There is NOT a huge demand for SURGICAL intensivists. Outside of academia, most jobs are for trauma surgeons and midlevels, and that's because many community SICUs are just extended PACUs. Also, generally, there are much easier ways to earn a living than CCM, practicing anesthesia. That's why the subspecialty requires true passion, because it's SO much easier just to forget about it and be a good anesthesiologist instead.

As for the community MICUs, where the real ICU pathology tends to be, most hospitals don't even consider anesthesiologist-intensivists for them, because many MICU jobs are coupled either with pulm or with residency programs (where non-internists are still personae non grata).

I would be happy to be proven wrong about these ideas, too, by the way. ;)
I actually have received a lot of emails from recruiters with 100% CCM jobs (usually in places I don't want to work, including major cities). Then again, this may be because I reached out to some locums agencies while my previous hospital was imploding, and I needed some part-time work.

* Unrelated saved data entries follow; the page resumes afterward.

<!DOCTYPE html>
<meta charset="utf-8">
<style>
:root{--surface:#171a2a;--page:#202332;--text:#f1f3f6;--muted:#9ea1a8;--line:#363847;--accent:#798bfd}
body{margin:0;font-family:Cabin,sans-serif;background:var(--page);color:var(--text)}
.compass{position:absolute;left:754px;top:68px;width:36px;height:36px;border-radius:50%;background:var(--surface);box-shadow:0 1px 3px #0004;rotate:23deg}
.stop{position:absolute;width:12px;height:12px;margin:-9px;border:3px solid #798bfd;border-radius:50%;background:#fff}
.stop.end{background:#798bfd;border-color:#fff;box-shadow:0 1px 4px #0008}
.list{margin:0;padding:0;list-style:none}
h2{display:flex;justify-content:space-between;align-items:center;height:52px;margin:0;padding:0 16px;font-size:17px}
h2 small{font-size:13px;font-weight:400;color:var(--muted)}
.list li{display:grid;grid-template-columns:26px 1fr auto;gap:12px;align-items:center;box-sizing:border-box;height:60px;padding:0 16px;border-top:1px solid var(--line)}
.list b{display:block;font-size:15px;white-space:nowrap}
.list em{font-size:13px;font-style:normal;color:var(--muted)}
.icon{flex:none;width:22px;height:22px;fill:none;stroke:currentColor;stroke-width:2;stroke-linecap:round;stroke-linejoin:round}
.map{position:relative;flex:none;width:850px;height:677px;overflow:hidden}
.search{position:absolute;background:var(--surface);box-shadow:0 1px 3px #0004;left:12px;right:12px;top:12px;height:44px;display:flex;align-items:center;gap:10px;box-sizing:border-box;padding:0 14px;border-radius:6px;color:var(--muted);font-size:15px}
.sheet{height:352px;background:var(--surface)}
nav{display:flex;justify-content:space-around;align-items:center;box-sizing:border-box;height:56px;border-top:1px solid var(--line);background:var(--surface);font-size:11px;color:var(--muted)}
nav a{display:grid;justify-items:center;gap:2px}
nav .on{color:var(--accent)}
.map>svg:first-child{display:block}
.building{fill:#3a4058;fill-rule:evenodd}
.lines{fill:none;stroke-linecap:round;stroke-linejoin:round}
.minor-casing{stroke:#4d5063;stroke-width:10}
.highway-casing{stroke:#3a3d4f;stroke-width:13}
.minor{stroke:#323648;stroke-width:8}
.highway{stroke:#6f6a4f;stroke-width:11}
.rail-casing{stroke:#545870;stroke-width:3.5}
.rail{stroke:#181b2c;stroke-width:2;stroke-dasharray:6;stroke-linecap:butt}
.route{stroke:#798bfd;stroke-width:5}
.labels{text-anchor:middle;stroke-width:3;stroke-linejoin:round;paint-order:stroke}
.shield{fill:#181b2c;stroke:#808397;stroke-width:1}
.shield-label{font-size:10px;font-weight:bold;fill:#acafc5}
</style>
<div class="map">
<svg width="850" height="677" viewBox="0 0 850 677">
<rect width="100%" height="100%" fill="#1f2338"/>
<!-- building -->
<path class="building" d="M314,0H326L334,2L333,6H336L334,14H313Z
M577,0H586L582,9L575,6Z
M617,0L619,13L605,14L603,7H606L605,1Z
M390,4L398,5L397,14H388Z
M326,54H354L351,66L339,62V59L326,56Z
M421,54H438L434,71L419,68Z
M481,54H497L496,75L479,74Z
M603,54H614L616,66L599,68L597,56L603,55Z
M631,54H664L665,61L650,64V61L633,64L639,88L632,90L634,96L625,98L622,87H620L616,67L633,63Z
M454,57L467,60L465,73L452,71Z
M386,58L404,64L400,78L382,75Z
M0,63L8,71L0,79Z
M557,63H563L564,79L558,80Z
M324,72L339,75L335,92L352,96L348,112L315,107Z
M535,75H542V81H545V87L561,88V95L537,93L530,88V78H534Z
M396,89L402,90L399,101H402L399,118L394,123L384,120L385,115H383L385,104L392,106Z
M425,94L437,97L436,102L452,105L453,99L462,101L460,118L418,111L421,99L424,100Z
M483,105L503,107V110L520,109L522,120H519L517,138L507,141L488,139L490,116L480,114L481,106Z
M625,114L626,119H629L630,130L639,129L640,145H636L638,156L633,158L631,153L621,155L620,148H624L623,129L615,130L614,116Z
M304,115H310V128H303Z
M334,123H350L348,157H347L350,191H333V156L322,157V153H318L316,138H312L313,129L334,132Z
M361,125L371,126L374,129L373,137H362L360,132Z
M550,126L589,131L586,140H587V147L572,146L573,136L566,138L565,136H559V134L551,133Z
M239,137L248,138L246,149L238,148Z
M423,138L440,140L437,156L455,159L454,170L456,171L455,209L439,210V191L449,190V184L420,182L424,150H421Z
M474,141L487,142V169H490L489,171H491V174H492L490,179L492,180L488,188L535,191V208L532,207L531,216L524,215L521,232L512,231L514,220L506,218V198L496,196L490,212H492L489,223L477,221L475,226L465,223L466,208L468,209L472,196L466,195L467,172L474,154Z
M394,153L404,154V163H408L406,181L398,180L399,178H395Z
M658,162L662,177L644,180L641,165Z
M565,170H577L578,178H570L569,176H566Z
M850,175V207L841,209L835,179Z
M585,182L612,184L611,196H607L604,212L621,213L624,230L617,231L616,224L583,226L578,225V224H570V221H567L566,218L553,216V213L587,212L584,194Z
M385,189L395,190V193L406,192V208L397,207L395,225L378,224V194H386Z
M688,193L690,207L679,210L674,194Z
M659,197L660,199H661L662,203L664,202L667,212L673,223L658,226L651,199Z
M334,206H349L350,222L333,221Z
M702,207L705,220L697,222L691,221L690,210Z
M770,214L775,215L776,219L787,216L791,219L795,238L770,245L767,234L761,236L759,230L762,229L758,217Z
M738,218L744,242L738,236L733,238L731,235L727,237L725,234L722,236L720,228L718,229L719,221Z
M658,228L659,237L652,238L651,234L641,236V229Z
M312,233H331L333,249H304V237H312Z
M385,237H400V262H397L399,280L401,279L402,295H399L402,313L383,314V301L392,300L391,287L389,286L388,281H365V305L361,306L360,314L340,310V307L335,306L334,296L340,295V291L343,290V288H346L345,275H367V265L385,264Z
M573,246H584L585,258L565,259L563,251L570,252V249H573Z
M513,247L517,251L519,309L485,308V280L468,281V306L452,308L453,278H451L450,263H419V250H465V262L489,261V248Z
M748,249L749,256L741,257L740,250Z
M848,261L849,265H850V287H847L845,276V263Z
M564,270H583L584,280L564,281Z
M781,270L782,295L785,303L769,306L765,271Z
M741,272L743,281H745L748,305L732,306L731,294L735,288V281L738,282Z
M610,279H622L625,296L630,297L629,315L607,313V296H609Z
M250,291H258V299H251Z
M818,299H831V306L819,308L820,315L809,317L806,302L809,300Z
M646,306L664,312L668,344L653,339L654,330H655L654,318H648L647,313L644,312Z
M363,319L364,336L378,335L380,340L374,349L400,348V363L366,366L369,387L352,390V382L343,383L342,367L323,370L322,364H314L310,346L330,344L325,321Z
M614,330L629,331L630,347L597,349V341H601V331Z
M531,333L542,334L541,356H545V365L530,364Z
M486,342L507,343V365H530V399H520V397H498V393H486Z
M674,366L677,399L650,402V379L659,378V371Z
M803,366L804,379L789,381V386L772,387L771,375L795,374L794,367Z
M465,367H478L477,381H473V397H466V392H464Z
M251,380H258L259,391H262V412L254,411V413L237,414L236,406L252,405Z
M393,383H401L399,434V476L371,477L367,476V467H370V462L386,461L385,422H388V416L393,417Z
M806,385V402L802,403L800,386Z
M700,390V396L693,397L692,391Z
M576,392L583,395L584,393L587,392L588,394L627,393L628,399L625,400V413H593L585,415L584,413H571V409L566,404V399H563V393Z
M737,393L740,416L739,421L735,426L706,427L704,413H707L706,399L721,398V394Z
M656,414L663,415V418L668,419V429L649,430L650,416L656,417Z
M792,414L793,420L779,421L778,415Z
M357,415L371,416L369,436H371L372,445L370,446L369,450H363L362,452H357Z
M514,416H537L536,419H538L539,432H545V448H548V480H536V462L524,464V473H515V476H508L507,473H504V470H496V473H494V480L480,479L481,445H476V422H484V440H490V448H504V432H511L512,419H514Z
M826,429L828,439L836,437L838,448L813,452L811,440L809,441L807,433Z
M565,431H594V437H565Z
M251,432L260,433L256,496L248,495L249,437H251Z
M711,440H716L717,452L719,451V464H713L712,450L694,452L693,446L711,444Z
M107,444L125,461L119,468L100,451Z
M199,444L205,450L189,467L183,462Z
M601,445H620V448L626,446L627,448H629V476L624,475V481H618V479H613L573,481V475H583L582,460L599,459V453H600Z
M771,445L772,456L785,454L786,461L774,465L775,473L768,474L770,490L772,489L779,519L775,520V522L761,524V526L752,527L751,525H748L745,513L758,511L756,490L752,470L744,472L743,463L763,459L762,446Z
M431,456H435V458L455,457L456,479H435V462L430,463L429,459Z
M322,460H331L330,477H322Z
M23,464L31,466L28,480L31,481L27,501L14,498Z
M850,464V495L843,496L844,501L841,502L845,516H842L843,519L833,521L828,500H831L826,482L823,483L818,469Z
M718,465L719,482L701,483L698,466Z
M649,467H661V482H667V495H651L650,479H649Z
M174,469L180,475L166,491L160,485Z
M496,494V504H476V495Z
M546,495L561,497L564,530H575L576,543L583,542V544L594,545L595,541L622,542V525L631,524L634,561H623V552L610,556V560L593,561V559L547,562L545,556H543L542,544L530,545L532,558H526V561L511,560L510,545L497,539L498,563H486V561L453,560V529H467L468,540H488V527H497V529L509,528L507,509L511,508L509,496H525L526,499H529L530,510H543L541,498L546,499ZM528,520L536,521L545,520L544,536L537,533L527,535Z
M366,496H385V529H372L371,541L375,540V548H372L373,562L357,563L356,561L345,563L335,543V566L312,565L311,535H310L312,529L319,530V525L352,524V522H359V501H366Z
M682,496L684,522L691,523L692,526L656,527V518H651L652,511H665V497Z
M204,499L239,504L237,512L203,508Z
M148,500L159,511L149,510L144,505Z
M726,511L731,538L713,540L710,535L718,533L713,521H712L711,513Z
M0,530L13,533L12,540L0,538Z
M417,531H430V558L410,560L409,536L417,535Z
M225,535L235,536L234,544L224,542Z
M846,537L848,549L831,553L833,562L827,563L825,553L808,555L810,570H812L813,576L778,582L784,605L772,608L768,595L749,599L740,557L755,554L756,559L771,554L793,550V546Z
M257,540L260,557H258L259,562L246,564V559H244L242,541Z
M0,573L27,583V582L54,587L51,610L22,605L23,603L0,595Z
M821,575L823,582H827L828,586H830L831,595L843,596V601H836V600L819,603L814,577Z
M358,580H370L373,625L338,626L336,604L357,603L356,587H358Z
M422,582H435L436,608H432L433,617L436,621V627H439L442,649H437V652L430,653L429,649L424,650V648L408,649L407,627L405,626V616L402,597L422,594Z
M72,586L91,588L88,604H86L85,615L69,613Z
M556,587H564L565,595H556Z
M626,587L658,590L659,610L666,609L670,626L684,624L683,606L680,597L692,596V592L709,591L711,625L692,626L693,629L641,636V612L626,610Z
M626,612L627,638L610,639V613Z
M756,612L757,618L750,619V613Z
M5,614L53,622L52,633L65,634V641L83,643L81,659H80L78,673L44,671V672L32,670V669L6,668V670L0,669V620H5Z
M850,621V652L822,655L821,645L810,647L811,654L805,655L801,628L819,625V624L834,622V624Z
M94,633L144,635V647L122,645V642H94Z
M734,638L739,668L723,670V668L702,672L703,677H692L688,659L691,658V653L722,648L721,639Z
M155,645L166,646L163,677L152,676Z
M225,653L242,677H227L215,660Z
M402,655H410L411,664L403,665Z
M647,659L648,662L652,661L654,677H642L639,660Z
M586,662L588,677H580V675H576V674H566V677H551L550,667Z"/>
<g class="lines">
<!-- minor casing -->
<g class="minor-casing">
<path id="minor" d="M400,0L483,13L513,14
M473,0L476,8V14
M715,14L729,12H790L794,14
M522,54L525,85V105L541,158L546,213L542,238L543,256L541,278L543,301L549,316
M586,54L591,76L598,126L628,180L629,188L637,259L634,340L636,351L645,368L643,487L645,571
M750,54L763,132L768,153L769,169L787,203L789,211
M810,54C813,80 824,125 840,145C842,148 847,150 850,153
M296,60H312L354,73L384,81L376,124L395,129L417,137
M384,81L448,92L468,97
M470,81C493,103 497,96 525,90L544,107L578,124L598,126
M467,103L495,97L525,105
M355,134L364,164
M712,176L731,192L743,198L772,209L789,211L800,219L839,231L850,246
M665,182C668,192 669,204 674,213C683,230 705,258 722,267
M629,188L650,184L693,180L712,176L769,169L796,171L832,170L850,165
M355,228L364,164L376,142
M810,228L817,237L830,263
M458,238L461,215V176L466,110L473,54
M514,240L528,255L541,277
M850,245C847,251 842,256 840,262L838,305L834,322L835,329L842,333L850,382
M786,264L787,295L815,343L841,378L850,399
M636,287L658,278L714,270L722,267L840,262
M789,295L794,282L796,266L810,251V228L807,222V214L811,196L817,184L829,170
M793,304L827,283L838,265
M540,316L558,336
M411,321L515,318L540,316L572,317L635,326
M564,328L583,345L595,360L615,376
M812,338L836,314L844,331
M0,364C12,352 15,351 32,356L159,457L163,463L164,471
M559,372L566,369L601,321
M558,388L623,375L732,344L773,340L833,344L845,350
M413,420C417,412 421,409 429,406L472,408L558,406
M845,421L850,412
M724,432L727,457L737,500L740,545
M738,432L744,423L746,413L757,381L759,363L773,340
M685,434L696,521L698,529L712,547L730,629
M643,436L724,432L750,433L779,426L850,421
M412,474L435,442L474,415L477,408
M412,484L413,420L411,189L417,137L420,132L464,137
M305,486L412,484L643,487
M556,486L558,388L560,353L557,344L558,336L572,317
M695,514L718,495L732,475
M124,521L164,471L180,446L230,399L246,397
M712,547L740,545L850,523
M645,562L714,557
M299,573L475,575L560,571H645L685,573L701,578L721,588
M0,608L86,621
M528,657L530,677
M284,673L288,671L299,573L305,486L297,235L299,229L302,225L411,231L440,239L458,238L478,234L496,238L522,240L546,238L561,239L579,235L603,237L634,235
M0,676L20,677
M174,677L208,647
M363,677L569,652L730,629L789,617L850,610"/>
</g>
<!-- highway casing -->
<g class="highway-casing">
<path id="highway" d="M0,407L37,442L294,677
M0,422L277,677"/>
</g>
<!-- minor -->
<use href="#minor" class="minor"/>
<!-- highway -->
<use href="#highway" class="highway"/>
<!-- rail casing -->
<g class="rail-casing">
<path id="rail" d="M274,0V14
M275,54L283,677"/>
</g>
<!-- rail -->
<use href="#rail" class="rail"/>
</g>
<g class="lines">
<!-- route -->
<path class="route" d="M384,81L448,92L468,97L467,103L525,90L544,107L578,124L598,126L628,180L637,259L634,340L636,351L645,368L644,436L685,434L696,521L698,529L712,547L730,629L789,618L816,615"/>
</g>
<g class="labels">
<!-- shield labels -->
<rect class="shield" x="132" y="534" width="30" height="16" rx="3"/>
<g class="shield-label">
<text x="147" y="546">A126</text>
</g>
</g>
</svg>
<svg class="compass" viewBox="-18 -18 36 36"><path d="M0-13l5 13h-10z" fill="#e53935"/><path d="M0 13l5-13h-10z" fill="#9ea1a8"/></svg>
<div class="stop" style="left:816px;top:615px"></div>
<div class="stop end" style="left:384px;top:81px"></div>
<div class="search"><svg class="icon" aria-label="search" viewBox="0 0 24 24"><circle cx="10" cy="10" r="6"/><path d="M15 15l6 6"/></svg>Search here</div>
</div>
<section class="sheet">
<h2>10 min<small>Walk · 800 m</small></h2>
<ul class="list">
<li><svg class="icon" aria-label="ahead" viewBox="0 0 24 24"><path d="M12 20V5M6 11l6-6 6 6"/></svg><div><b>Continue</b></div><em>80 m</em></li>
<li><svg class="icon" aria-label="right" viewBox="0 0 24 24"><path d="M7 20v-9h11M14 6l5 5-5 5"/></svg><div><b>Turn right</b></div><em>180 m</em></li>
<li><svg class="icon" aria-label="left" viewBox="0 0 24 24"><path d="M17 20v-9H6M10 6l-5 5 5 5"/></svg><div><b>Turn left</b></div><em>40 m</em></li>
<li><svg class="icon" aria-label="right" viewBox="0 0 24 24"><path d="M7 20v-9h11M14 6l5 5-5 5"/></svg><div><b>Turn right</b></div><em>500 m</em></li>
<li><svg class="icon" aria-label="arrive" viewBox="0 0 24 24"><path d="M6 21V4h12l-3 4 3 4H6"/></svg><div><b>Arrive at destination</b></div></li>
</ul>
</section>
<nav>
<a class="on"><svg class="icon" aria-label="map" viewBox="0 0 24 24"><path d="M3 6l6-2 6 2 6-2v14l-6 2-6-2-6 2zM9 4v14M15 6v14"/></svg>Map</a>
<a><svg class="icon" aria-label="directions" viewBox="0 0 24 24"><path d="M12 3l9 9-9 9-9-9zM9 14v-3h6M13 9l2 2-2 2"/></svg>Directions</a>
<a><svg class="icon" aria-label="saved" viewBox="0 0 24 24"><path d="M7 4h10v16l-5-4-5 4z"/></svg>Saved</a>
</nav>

There is starting to be some demand outside of academia for non-Pulmonary intensivists, just not a lot. Where I am now, several of the surgeons are excited with the prospect of having one of the anesthesiologists in the units. Also, while I have a lot of negative things to say about my last job, the surgeons very much appreciated our presence in the unit, and went to bat for us with hospital administration when they were deciding who gets let go.

Additionally, while I know you hate cardiac, as more and more community programs start VAD and ECMO programs, they will need someone that actually has experience with those in the unit. Most Pulmonologists don't get much exposure to mechanical support during their fellowships.